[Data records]
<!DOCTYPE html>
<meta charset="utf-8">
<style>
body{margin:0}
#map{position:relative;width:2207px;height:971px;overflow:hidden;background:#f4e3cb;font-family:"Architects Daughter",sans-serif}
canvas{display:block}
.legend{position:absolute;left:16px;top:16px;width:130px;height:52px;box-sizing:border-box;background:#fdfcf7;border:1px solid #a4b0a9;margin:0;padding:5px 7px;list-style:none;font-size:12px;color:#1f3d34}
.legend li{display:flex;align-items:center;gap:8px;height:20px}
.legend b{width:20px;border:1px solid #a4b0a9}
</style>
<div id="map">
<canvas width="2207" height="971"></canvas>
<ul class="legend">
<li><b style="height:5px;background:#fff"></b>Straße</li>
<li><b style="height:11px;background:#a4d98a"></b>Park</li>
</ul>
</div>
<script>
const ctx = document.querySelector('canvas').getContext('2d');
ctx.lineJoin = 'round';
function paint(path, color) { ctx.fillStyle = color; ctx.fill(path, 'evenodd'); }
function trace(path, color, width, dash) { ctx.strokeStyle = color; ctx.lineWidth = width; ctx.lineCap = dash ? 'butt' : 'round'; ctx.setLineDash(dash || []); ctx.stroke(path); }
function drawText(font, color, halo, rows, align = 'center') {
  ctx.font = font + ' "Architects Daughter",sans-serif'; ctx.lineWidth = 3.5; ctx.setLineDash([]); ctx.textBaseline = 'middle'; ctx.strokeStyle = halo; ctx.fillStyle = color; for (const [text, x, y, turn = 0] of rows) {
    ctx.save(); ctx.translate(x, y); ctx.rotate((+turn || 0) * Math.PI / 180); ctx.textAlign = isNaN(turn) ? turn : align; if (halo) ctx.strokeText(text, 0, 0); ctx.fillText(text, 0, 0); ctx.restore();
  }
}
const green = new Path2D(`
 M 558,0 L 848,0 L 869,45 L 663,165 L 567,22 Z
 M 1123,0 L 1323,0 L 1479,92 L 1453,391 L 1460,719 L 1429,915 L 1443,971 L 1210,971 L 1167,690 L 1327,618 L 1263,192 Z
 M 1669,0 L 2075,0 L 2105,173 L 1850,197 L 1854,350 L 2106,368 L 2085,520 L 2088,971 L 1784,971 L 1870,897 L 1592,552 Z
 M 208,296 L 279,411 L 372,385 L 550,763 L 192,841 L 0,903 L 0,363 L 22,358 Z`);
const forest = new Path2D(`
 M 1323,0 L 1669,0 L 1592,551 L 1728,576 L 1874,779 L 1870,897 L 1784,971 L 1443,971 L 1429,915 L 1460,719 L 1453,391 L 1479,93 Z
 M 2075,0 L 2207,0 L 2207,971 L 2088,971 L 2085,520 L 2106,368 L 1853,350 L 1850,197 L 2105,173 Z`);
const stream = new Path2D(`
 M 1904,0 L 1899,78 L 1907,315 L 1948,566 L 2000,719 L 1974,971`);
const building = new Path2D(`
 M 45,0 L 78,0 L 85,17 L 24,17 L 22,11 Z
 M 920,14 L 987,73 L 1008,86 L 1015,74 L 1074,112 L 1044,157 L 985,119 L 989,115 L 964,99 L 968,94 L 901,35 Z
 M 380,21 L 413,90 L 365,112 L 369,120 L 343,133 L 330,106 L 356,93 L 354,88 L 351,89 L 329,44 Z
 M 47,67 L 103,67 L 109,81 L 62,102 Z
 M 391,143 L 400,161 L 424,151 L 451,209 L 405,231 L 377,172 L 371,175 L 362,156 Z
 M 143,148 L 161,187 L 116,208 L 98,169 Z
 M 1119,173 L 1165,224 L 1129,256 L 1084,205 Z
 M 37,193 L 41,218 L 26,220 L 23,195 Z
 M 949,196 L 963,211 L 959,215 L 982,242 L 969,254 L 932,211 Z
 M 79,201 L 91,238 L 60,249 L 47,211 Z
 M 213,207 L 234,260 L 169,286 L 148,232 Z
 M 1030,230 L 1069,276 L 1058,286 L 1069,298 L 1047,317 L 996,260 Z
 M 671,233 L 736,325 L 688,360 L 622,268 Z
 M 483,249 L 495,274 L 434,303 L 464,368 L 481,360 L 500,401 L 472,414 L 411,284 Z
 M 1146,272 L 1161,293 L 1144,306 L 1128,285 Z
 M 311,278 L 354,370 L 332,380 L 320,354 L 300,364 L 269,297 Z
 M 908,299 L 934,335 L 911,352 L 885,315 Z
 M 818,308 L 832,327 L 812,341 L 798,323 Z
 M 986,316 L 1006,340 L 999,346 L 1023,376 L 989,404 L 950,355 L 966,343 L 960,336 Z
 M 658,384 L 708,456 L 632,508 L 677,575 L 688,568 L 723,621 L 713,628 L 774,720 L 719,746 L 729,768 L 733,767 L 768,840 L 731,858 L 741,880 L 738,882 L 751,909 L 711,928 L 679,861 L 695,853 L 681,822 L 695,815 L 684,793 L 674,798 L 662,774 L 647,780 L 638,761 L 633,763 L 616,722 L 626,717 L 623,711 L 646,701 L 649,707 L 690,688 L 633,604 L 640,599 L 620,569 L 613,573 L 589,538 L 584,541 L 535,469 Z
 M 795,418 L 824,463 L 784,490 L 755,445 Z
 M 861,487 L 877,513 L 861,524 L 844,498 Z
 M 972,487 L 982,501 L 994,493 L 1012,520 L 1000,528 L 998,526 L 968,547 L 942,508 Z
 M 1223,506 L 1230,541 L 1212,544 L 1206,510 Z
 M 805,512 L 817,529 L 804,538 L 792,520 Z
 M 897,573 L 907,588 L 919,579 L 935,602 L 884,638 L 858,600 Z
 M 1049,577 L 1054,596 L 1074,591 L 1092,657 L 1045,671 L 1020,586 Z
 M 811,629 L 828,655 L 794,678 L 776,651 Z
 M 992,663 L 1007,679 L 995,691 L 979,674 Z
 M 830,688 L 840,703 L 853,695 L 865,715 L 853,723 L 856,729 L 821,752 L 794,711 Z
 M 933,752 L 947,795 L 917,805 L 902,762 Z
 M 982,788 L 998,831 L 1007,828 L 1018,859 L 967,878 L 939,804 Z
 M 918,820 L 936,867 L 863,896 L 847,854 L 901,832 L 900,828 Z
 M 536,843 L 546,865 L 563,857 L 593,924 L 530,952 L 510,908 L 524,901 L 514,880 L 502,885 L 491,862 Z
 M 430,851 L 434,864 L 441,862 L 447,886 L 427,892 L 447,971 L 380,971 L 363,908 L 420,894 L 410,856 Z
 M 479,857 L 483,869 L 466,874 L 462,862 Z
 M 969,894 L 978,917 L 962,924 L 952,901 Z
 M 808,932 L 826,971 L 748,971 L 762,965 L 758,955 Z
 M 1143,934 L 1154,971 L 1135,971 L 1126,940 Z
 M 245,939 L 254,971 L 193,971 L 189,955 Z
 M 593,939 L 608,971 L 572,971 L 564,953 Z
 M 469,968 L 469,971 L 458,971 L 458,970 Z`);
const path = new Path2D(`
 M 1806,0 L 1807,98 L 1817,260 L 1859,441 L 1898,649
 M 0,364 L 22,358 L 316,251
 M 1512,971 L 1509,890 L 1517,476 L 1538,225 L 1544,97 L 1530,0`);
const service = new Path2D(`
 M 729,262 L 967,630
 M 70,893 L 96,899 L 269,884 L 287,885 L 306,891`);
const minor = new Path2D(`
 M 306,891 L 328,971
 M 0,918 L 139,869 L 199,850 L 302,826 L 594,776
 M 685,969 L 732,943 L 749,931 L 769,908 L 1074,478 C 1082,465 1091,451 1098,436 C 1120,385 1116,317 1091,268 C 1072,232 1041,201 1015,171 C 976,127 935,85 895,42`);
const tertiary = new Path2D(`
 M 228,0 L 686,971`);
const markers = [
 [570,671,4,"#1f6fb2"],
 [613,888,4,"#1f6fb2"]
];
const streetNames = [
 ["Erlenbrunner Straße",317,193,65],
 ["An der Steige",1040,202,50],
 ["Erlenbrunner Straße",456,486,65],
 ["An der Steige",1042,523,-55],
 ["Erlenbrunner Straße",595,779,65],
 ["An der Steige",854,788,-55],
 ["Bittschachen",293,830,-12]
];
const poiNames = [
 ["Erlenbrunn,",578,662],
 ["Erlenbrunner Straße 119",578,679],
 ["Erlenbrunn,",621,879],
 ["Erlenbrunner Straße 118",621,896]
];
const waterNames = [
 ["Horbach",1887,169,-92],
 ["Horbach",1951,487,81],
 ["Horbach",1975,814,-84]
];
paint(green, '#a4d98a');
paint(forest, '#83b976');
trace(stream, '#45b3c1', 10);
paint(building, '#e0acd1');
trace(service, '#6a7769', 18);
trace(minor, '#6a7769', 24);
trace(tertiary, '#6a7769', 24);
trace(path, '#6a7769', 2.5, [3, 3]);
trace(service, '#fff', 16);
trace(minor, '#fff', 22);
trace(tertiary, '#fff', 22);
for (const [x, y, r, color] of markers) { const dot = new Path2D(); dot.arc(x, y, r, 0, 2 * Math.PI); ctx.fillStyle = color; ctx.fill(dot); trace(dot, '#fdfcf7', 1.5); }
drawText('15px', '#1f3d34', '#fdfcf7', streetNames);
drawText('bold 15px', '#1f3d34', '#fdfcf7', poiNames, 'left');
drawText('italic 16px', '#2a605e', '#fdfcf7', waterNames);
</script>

---

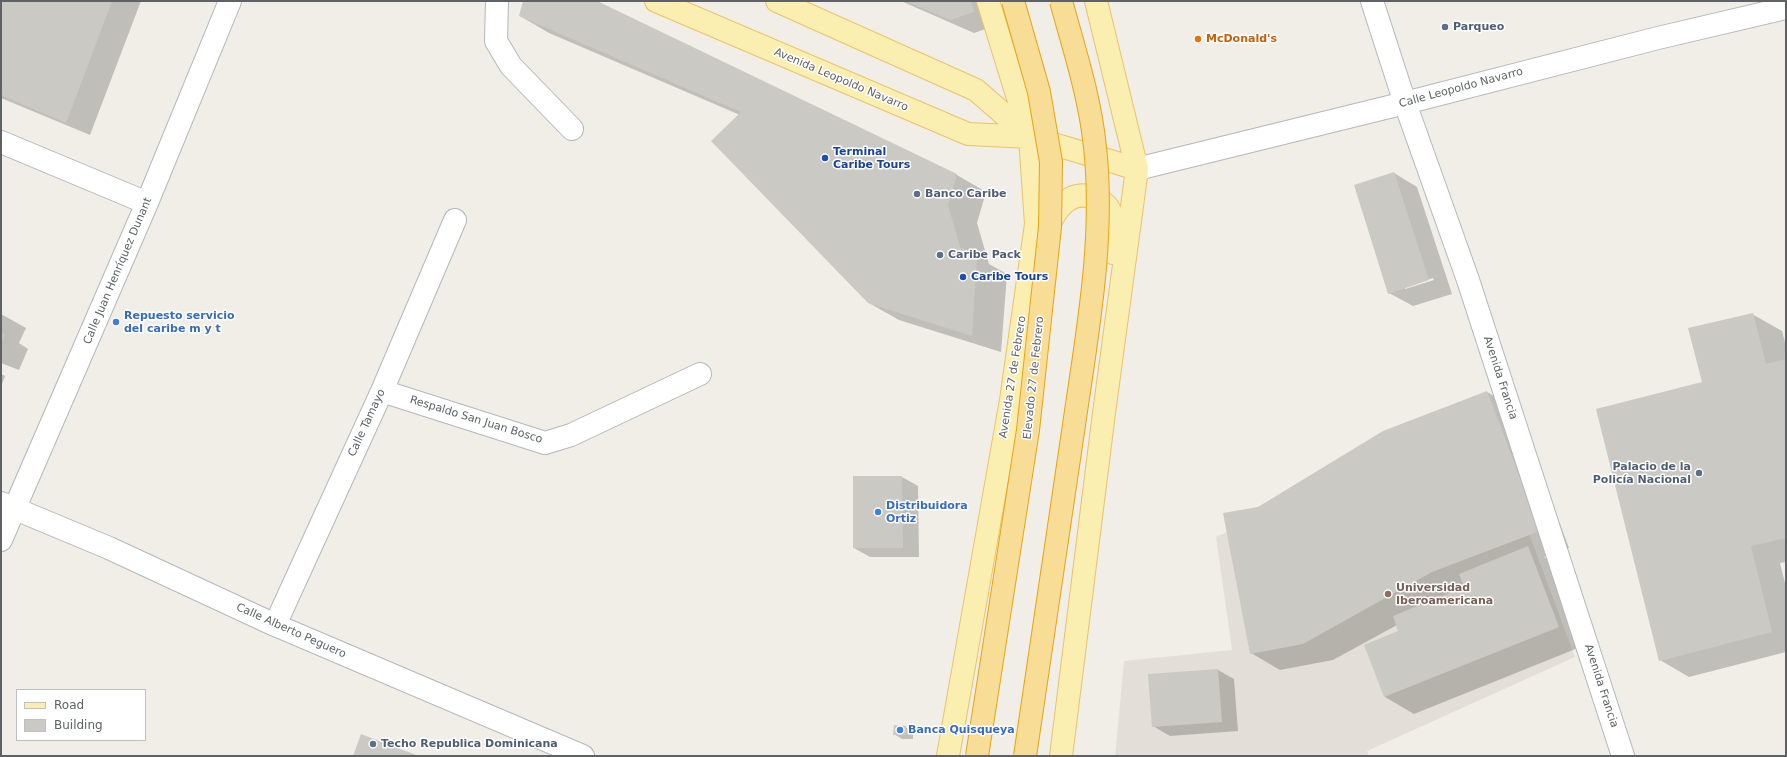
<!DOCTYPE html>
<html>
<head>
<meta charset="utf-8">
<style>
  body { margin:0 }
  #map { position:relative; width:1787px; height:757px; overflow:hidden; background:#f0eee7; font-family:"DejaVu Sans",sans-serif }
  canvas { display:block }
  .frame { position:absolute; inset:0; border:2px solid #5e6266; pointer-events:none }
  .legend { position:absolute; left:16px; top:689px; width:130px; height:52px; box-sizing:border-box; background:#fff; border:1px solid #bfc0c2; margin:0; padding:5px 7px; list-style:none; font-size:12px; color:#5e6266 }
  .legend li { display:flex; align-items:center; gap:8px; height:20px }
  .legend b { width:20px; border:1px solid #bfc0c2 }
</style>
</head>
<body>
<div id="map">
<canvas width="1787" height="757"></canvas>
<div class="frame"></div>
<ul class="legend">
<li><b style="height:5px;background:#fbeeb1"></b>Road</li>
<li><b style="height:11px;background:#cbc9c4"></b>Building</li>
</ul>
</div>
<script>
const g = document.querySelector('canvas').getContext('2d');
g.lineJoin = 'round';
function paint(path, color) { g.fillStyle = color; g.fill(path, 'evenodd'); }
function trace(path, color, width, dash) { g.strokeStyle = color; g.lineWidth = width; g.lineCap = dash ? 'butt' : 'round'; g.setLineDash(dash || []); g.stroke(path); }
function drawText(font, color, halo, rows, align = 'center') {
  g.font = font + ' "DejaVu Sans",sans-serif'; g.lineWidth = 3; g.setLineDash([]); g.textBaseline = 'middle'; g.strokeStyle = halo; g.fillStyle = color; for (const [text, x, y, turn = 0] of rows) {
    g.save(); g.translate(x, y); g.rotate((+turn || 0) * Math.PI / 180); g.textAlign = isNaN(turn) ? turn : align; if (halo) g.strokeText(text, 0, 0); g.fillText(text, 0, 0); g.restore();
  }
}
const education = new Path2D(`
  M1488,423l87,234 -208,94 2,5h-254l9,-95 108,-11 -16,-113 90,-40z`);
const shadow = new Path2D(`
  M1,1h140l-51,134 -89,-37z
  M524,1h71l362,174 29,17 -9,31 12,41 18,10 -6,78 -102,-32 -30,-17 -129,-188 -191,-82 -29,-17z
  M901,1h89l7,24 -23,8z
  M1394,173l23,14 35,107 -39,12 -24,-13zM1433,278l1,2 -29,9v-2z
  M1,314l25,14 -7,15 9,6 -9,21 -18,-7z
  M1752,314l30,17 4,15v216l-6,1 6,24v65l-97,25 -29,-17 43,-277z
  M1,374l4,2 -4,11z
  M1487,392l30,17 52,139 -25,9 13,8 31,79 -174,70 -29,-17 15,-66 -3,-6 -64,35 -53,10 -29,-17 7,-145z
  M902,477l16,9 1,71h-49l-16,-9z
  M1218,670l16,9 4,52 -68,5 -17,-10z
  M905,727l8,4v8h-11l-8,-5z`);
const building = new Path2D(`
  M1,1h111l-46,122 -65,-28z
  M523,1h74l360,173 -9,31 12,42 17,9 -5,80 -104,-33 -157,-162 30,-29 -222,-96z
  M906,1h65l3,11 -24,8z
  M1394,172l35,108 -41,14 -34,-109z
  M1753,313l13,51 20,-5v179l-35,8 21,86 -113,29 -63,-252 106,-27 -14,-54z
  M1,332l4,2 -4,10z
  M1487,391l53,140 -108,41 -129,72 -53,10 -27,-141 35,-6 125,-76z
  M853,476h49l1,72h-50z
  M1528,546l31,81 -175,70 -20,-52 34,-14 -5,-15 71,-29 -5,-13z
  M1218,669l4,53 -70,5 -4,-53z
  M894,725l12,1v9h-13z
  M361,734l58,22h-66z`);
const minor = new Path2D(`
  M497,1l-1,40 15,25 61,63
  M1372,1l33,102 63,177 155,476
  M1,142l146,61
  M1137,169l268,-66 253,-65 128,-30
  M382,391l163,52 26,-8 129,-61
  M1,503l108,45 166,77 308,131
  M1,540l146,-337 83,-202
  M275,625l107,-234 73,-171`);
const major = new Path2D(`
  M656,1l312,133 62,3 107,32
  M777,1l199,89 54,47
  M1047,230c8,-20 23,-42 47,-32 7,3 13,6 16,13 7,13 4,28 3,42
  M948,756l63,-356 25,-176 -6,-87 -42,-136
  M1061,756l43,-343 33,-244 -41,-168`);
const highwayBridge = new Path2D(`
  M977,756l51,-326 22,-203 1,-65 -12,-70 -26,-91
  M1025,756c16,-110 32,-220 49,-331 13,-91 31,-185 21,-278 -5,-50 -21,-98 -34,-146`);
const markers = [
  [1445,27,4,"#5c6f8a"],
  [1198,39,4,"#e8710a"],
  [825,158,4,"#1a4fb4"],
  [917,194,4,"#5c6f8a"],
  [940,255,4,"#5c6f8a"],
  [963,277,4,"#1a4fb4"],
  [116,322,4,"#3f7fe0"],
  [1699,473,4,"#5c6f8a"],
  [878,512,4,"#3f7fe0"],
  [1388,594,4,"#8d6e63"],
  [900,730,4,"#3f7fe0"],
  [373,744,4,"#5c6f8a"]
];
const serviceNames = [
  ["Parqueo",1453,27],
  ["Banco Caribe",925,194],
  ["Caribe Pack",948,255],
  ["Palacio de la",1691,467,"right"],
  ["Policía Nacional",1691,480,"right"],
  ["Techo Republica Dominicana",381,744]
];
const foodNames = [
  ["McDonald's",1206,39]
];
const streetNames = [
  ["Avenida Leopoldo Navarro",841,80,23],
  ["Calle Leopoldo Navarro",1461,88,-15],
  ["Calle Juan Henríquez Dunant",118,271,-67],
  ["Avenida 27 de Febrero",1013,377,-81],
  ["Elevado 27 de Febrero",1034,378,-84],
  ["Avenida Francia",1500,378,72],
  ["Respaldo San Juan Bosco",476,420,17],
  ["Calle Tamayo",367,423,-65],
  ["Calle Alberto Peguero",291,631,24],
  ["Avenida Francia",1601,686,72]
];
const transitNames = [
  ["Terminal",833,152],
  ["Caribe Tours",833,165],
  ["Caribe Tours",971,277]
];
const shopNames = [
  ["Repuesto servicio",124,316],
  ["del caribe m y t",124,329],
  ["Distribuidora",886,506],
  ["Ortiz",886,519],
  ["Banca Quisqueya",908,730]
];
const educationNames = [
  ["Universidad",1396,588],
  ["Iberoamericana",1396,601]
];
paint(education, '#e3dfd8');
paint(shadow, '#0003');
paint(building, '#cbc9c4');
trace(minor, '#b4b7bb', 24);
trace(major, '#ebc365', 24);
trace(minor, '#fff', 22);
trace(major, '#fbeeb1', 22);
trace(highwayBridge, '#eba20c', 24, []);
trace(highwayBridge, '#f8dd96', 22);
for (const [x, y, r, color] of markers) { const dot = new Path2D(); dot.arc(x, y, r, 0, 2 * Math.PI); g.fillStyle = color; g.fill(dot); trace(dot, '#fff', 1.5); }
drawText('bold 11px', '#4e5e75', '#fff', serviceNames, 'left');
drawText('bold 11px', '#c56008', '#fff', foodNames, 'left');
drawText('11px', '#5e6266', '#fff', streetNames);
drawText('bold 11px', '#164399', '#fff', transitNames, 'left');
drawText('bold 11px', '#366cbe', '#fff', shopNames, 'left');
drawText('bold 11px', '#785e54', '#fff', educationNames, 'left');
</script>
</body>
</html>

WORK TASK
Read through the entries, then copy every line where the string "textBaseline" is found.

RESULT BELOW
  ctx.font = font + ' "Architects Daughter",sans-serif'; ctx.lineWidth = 3.5; ctx.setLineDash([]); ctx.textBaseline = 'middle'; ctx.strokeStyle = halo; ctx.fillStyle = color; for (const [text, x, y, turn = 0] of rows) {
  g.font = font + ' "DejaVu Sans",sans-serif'; g.lineWidth = 3; g.setLineDash([]); g.textBaseline = 'middle'; g.strokeStyle = halo; g.fillStyle = color; for (const [text, x, y, turn = 0] of rows) {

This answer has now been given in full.